▸ Aim of the task
Scan the entries that follow for the word "Granville", then report every line in which it appears.

★ ★ ★ ★ ★

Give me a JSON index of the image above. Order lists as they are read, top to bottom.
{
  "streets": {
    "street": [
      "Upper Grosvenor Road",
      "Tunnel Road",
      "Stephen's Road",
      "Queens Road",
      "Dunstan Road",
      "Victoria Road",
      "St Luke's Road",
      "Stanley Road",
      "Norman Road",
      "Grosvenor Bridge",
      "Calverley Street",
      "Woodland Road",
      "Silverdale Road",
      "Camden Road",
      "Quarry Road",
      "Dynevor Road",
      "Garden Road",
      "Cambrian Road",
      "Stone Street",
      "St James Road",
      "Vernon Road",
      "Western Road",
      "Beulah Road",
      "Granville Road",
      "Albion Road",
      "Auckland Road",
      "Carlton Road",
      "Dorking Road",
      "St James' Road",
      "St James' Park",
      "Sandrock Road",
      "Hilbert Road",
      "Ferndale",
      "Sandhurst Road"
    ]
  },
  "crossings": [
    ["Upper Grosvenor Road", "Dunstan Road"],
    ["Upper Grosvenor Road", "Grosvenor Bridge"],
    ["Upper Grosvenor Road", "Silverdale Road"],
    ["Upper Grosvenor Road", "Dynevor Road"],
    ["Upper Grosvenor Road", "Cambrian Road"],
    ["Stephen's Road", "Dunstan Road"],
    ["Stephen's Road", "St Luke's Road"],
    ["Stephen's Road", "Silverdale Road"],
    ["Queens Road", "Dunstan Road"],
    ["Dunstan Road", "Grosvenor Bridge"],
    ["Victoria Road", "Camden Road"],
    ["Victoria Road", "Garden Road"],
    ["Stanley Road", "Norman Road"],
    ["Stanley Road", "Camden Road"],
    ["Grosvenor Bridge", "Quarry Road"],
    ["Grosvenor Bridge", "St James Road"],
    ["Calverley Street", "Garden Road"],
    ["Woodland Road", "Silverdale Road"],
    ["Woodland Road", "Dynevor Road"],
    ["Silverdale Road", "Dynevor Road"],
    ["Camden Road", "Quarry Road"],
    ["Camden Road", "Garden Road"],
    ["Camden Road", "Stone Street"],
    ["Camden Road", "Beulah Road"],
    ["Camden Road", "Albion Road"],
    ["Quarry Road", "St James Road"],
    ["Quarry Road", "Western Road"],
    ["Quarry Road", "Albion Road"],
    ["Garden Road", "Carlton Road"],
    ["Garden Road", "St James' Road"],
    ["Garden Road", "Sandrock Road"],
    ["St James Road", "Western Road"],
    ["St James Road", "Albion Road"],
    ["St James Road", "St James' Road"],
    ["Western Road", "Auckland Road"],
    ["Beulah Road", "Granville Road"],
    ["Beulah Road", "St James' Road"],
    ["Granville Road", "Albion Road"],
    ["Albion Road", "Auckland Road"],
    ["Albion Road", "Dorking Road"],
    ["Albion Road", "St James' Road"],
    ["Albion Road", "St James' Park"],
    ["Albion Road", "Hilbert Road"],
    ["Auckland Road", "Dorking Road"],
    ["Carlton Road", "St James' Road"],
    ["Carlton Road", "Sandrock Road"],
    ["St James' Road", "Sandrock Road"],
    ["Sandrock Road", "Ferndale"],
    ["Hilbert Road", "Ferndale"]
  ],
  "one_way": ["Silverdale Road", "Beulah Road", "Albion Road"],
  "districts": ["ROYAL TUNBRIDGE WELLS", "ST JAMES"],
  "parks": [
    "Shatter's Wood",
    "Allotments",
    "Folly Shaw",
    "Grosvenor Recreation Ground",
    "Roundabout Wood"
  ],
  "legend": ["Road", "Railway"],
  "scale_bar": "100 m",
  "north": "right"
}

★ ★ ★ ★ ★

▸ Your solution
      "Granville Road",
    ["Beulah Road", "Granville Road"],
    ["Granville Road", "Albion Road"],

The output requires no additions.